Corruption de mineure : Jean-Luc Lahaye soupçonné de "jouer la montre"

Corruption de mineure : Jean-Luc Lahaye soupçonné de "jouer la montre"

JUSTICE - Le procès en appel du chanteur star des années 80 pour corruption de mineure, prévu ce vendredi, a été renvoyé au 1er avril, son avocat n’ayant pas eu le temps de préparer sa défense. Jean-Luc Lahaye, absent à l'audience, avait été condamné en première instance à un an de prison avec sursis. Le procureur de la République le soupçonne de "jouer la montre". Metronews, sur place, vous raconte.

Jean-Luc Lahaye cherche-t-il à gagner du temps ? Le chanteur de charme, poursuivi pour corruption de mineure, a changé une énième fois d’avocat à l’ouverture de son procès ce vendredi devant la cour d’appel de Paris. La star des années 80, condamné à un an de prison avec sursis en première instance, n’était pas physiquement présent à l’audience mais s’était fait représenter par une nouvelle robe noire qui a demandé le renvoi du procès, n’ayant pas "eu le temps suffisant pour préparer sa défense". La cour a accepté sa demande, renvoyant l’audience au 1er avril 2016.

Timing important

"Il ne faudrait pas que Jean-Luc Lahaye joue la montre", a averti le procureur général. Car le timing dans cette affaire est crucial et pourrait avoir une influence sur le timing du procès. Le 6 avril prochain, la victime, qui avait moins de 15 ans à l’époque des faits, sera majeure. Et si le procès avait lieu après cette date, sa mère qui dispose aujourd’hui d’un mandat pour la représenter, serait écartée de la procédure. Un détail important puisque l’adolescente au cœur de l’affaire défend elle-même le chanteur. "Tout le monde doit savoir que c’est sérieux entre nous. […] Je suis assez grande pour savoir si j'ai été corrompue ou non -  ce que je n'ai jamais été. […] Je suis beaucoup plus attirée par les hommes mûrs", avait-elle indiqué le 28 mai 2015 dans une interview accordée à Closer .

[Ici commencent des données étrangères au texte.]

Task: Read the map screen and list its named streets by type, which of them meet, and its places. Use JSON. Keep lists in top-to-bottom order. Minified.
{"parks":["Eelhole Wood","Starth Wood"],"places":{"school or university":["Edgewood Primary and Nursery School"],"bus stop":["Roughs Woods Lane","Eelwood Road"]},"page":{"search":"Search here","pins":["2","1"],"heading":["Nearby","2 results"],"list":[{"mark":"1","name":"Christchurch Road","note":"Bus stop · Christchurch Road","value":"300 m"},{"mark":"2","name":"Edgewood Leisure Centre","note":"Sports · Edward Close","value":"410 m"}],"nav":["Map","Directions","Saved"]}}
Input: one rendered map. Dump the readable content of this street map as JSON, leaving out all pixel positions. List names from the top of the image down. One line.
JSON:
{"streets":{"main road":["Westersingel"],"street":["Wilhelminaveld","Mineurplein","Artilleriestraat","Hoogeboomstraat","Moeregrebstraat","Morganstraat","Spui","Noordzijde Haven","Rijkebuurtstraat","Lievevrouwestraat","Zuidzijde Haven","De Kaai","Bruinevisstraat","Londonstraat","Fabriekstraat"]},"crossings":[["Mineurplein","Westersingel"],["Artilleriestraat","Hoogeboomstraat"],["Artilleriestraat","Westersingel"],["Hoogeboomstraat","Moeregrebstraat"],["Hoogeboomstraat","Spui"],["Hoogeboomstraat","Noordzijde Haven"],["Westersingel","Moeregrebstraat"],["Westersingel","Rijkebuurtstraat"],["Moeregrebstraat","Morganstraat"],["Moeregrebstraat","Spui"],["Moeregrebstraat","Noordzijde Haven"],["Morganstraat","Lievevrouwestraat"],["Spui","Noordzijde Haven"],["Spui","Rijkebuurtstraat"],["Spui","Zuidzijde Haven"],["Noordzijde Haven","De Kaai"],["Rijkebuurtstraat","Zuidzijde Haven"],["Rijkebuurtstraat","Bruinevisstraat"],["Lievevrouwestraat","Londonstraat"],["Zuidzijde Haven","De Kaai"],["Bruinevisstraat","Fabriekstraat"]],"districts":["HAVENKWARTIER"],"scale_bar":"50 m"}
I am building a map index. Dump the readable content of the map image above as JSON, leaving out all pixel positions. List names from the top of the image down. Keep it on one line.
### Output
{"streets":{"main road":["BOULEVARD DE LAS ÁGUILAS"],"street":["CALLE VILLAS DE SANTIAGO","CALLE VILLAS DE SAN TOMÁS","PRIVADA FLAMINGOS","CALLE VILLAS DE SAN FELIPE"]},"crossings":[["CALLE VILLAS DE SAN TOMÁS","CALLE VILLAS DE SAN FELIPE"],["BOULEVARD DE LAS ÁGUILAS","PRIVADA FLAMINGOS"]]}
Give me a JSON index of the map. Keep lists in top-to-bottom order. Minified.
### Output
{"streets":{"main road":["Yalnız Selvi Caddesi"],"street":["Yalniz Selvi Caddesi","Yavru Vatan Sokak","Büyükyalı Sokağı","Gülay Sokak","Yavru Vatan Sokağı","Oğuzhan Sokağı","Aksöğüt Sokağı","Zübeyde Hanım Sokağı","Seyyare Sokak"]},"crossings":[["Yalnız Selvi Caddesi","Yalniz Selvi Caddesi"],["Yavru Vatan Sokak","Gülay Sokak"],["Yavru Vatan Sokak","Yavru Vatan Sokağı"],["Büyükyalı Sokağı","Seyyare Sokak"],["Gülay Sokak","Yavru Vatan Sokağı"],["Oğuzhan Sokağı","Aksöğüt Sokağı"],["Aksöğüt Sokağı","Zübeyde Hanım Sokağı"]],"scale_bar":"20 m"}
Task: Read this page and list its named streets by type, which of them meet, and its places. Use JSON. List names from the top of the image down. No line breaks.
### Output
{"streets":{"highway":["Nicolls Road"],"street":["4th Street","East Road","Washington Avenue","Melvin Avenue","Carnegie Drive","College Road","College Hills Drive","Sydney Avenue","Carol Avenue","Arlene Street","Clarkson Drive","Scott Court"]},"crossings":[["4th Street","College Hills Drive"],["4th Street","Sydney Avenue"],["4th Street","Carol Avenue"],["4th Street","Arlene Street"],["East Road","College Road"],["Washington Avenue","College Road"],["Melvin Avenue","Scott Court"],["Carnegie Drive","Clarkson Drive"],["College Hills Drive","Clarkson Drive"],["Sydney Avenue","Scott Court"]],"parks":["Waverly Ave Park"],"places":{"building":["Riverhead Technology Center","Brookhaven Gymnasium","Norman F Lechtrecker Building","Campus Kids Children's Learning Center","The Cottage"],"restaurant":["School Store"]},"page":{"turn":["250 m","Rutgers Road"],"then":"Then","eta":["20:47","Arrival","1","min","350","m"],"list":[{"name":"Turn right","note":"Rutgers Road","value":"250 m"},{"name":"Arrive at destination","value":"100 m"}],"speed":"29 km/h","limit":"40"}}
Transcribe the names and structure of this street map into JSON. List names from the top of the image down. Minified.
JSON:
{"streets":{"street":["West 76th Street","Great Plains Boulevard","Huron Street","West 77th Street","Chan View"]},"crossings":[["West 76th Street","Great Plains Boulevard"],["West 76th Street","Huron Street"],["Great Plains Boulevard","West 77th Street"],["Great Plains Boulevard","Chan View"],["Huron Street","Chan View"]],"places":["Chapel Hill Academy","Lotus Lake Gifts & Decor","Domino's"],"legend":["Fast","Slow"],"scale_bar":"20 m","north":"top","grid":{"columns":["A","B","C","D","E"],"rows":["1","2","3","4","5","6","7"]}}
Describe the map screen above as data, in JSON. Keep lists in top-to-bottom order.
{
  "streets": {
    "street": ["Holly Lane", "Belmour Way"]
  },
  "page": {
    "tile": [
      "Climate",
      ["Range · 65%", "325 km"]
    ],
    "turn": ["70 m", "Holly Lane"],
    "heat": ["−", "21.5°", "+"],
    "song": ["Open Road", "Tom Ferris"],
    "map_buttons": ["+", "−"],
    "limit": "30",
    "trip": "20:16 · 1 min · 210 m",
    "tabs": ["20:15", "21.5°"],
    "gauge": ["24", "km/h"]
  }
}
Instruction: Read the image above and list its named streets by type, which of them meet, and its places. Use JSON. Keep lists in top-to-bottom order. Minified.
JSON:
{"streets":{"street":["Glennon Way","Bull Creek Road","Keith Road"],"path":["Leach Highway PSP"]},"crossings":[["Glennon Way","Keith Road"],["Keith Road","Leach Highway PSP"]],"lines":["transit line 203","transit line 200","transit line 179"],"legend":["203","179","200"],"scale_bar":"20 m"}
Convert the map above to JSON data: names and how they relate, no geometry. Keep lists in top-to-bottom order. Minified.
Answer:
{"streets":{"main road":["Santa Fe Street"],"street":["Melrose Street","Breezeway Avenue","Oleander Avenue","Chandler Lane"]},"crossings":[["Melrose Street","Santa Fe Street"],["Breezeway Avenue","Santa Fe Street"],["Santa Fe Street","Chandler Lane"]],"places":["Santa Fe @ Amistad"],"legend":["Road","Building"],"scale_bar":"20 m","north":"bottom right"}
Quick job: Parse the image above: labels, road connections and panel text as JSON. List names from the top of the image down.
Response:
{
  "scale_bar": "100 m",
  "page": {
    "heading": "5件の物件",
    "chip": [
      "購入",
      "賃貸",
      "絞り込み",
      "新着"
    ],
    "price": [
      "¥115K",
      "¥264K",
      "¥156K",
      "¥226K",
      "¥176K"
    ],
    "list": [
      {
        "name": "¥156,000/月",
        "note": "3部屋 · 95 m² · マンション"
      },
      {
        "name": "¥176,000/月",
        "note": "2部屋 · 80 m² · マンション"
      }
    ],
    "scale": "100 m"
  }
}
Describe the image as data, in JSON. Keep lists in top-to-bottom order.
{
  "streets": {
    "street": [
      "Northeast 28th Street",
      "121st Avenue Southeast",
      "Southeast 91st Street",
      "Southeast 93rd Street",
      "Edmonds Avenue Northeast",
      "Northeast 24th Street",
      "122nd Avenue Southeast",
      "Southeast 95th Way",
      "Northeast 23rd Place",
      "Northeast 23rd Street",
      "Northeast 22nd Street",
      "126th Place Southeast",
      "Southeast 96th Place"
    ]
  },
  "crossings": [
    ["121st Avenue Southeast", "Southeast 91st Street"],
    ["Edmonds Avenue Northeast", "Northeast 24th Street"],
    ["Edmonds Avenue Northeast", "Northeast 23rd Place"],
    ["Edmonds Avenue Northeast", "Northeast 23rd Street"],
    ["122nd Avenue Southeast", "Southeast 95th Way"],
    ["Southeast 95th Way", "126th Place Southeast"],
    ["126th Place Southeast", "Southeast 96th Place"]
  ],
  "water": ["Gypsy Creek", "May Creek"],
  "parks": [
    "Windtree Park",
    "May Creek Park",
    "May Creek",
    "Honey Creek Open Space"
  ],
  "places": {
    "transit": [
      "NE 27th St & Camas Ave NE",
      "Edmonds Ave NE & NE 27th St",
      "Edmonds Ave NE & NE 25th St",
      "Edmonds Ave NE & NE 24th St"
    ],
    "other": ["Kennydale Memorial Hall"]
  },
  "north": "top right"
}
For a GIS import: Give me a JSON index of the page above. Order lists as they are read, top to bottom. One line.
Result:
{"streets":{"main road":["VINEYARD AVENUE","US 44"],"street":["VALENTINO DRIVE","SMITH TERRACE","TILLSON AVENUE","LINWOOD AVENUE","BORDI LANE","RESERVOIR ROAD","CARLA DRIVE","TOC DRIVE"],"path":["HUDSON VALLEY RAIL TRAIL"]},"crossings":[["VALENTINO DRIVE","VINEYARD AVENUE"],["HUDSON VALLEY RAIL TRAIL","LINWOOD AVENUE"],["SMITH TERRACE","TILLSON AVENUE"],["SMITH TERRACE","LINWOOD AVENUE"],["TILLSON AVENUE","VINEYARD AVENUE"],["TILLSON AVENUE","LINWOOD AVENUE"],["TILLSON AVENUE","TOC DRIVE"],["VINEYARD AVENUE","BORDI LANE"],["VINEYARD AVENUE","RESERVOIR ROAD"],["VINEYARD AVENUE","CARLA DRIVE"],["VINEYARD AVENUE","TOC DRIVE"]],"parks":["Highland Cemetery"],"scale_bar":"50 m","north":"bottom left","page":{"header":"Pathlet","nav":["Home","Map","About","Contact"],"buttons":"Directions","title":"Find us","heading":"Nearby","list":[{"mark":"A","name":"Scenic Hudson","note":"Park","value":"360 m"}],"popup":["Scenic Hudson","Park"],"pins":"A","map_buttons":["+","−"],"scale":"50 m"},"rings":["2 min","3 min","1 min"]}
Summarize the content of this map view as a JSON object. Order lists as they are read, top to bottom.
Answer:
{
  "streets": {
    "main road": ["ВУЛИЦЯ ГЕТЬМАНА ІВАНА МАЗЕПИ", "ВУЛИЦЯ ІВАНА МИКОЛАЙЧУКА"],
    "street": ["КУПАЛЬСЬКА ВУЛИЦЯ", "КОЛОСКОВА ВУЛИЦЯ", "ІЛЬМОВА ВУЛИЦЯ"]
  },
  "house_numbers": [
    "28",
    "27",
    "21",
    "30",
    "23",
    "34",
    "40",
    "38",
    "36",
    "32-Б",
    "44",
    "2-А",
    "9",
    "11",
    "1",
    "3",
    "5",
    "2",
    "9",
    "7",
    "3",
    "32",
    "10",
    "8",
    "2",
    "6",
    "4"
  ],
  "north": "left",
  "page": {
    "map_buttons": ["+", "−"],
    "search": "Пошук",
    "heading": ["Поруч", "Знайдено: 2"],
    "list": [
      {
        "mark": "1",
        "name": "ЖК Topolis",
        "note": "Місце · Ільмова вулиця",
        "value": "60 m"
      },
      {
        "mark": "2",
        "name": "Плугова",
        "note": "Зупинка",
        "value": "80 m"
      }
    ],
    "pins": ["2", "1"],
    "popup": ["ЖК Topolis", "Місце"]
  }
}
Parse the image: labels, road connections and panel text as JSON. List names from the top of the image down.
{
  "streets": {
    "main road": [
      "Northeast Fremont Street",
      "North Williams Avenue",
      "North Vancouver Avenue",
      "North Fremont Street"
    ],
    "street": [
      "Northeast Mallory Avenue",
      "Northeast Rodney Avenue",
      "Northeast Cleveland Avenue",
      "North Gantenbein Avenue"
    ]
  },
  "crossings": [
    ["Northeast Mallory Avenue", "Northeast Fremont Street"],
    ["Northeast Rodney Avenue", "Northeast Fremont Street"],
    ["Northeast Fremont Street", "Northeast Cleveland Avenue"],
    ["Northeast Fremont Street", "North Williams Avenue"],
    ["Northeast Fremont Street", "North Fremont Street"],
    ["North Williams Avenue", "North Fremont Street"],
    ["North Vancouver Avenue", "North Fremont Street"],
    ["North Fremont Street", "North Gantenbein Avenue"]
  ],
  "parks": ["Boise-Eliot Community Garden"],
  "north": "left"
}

A 63 ans, l’interprète de "Papa chanteur" est soupçonné d’avoir demandé à cette jeune fille de s’adonner à des jeux sexuels par webcam interposée, ce qu’il conteste. L’enquête a démontré que l’ancienne star connaissait la date de naissance de la jeune fille avec qui il "chattait". Condamné à un an de prison avec sursis par le tribunal correctionnel de Paris le 18 mai dernier, le chanteur avait fait appel. Au risque de se voir infliger une peine plus lourde. "Il n’est pas improbable que je demande une peine nettement supérieure à la première instance, sauf si Jean-Luc Lahaye se désiste de son appel", a prévenu le procureur général ce vendredi. De son côté, la défense du chanteur a annoncé qu’elle demanderait à la cour de le relaxer.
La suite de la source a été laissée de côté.